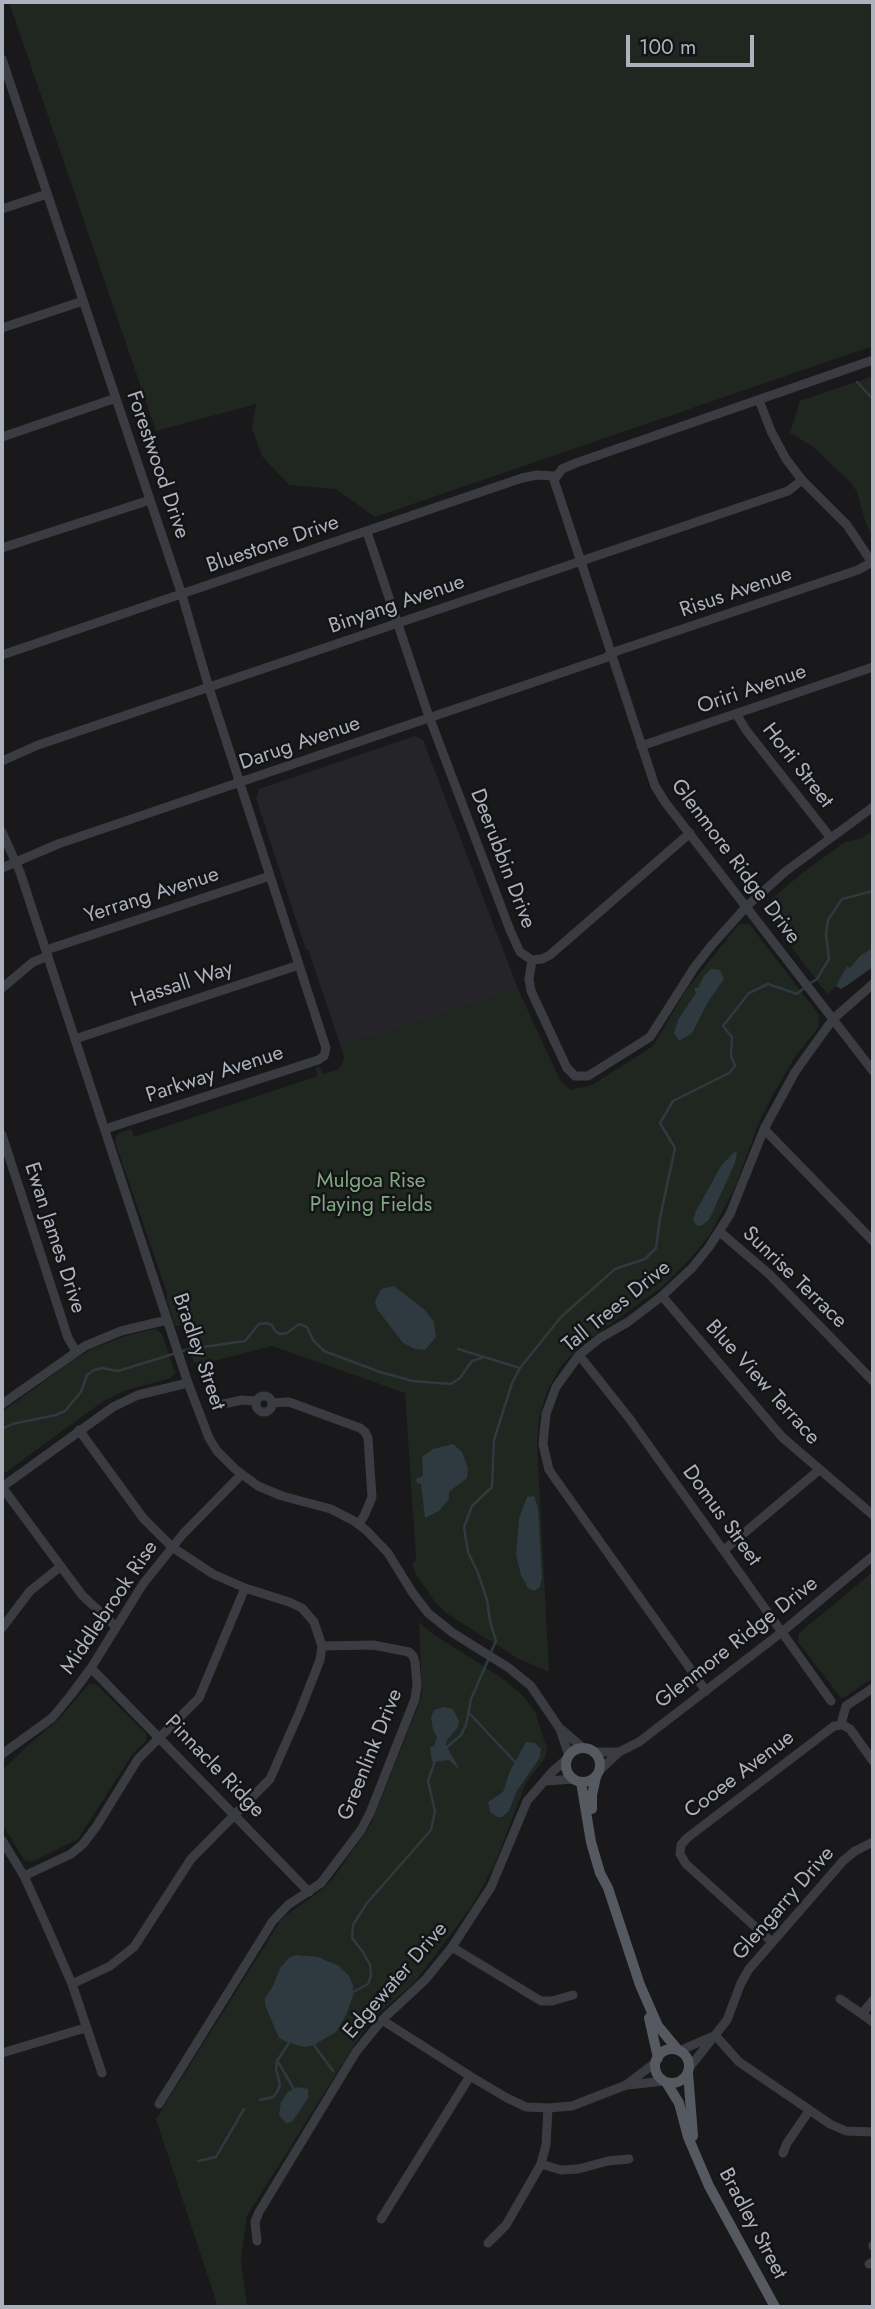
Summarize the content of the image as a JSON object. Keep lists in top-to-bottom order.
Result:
{
  "streets": {
    "main road": ["Bradley Street"],
    "street": [
      "Forestwood Drive",
      "Bluestone Drive",
      "Risus Avenue",
      "Binyang Avenue",
      "Oriri Avenue",
      "Darug Avenue",
      "Horti Street",
      "Deerubbin Drive",
      "Glenmore Ridge Drive",
      "Yerrang Avenue",
      "Hassall Way",
      "Parkway Avenue",
      "Ewan James Drive",
      "Sunrise Terrace",
      "Tall Trees Drive",
      "Blue View Terrace",
      "Domus Street",
      "Middlebrook Rise",
      "Greenlink Drive",
      "Pinnacle Ridge",
      "Cooee Avenue",
      "Glengarry Drive",
      "Edgewater Drive"
    ]
  },
  "crossings": [
    ["Forestwood Drive", "Bluestone Drive"],
    ["Forestwood Drive", "Binyang Avenue"],
    ["Forestwood Drive", "Darug Avenue"],
    ["Forestwood Drive", "Yerrang Avenue"],
    ["Forestwood Drive", "Hassall Way"],
    ["Forestwood Drive", "Parkway Avenue"],
    ["Bluestone Drive", "Deerubbin Drive"],
    ["Bluestone Drive", "Glenmore Ridge Drive"],
    ["Risus Avenue", "Darug Avenue"],
    ["Risus Avenue", "Glenmore Ridge Drive"],
    ["Binyang Avenue", "Deerubbin Drive"],
    ["Binyang Avenue", "Glenmore Ridge Drive"],
    ["Oriri Avenue", "Horti Street"],
    ["Oriri Avenue", "Glenmore Ridge Drive"],
    ["Darug Avenue", "Deerubbin Drive"],
    ["Darug Avenue", "Glenmore Ridge Drive"],
    ["Darug Avenue", "Bradley Street"],
    ["Horti Street", "Deerubbin Drive"],
    ["Deerubbin Drive", "Glenmore Ridge Drive"],
    ["Glenmore Ridge Drive", "Tall Trees Drive"],
    ["Glenmore Ridge Drive", "Bradley Street"],
    ["Glenmore Ridge Drive", "Domus Street"],
    ["Glenmore Ridge Drive", "Edgewater Drive"],
    ["Yerrang Avenue", "Bradley Street"],
    ["Hassall Way", "Bradley Street"],
    ["Parkway Avenue", "Bradley Street"],
    ["Sunrise Terrace", "Tall Trees Drive"],
    ["Tall Trees Drive", "Blue View Terrace"],
    ["Tall Trees Drive", "Domus Street"],
    ["Bradley Street", "Middlebrook Rise"],
    ["Bradley Street", "Glengarry Drive"],
    ["Bradley Street", "Edgewater Drive"],
    ["Middlebrook Rise", "Pinnacle Ridge"],
    ["Greenlink Drive", "Pinnacle Ridge"],
    ["Cooee Avenue", "Glengarry Drive"]
  ],
  "parks": ["Mulgoa Rise Playing Fields"],
  "scale_bar": "100 m"
}
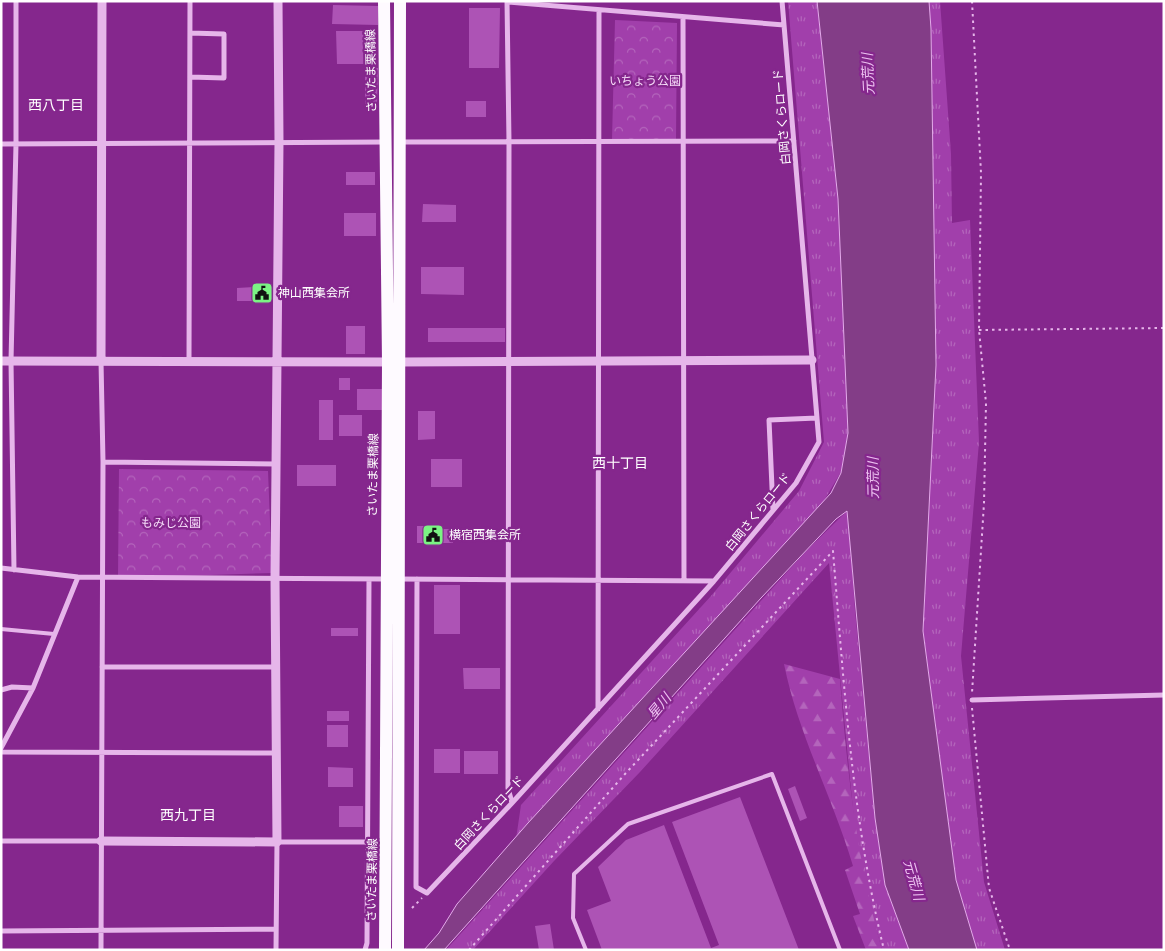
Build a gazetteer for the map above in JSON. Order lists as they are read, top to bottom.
{
  "streets": {
    "main road": ["さいたま栗橋線"],
    "street": ["白岡さくらロード"]
  },
  "districts": ["西八丁目", "西十丁目", "西九丁目"],
  "water": ["元荒川", "星川"],
  "parks": ["いちょう公園", "もみじ公園"],
  "places": {
    "public building": ["神山西集会所", "横宿西集会所"]
  }
}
--*--
TASK STATEMENT: Copy all the lines of data exactly as they appear, dropping any images.

YOUR RESPONSE:
Summarize the content of the image as a JSON object. Keep lists in top-to-bottom order.
Result:
{
  "streets": {
    "main road": ["Bradley Street"],
    "street": [
      "Forestwood Drive",
      "Bluestone Drive",
      "Risus Avenue",
      "Binyang Avenue",
      "Oriri Avenue",
      "Darug Avenue",
      "Horti Street",
      "Deerubbin Drive",
      "Glenmore Ridge Drive",
      "Yerrang Avenue",
      "Hassall Way",
      "Parkway Avenue",
      "Ewan James Drive",
      "Sunrise Terrace",
      "Tall Trees Drive",
      "Blue View Terrace",
      "Domus Street",
      "Middlebrook Rise",
      "Greenlink Drive",
      "Pinnacle Ridge",
      "Cooee Avenue",
      "Glengarry Drive",
      "Edgewater Drive"
    ]
  },
  "crossings": [
    ["Forestwood Drive", "Bluestone Drive"],
    ["Forestwood Drive", "Binyang Avenue"],
    ["Forestwood Drive", "Darug Avenue"],
    ["Forestwood Drive", "Yerrang Avenue"],
    ["Forestwood Drive", "Hassall Way"],
    ["Forestwood Drive", "Parkway Avenue"],
    ["Bluestone Drive", "Deerubbin Drive"],
    ["Bluestone Drive", "Glenmore Ridge Drive"],
    ["Risus Avenue", "Darug Avenue"],
    ["Risus Avenue", "Glenmore Ridge Drive"],
    ["Binyang Avenue", "Deerubbin Drive"],
    ["Binyang Avenue", "Glenmore Ridge Drive"],
    ["Oriri Avenue", "Horti Street"],
    ["Oriri Avenue", "Glenmore Ridge Drive"],
    ["Darug Avenue", "Deerubbin Drive"],
    ["Darug Avenue", "Glenmore Ridge Drive"],
    ["Darug Avenue", "Bradley Street"],
    ["Horti Street", "Deerubbin Drive"],
    ["Deerubbin Drive", "Glenmore Ridge Drive"],
    ["Glenmore Ridge Drive", "Tall Trees Drive"],
    ["Glenmore Ridge Drive", "Bradley Street"],
    ["Glenmore Ridge Drive", "Domus Street"],
    ["Glenmore Ridge Drive", "Edgewater Drive"],
    ["Yerrang Avenue", "Bradley Street"],
    ["Hassall Way", "Bradley Street"],
    ["Parkway Avenue", "Bradley Street"],
    ["Sunrise Terrace", "Tall Trees Drive"],
    ["Tall Trees Drive", "Blue View Terrace"],
    ["Tall Trees Drive", "Domus Street"],
    ["Bradley Street", "Middlebrook Rise"],
    ["Bradley Street", "Glengarry Drive"],
    ["Bradley Street", "Edgewater Drive"],
    ["Middlebrook Rise", "Pinnacle Ridge"],
    ["Greenlink Drive", "Pinnacle Ridge"],
    ["Cooee Avenue", "Glengarry Drive"]
  ],
  "parks": ["Mulgoa Rise Playing Fields"],
  "scale_bar": "100 m"
}
Build a gazetteer for the map above in JSON. Order lists as they are read, top to bottom.
{
  "streets": {
    "main road": ["さいたま栗橋線"],
    "street": ["白岡さくらロード"]
  },
  "districts": ["西八丁目", "西十丁目", "西九丁目"],
  "water": ["元荒川", "星川"],
  "parks": ["いちょう公園", "もみじ公園"],
  "places": {
    "public building": ["神山西集会所", "横宿西集会所"]
  }
}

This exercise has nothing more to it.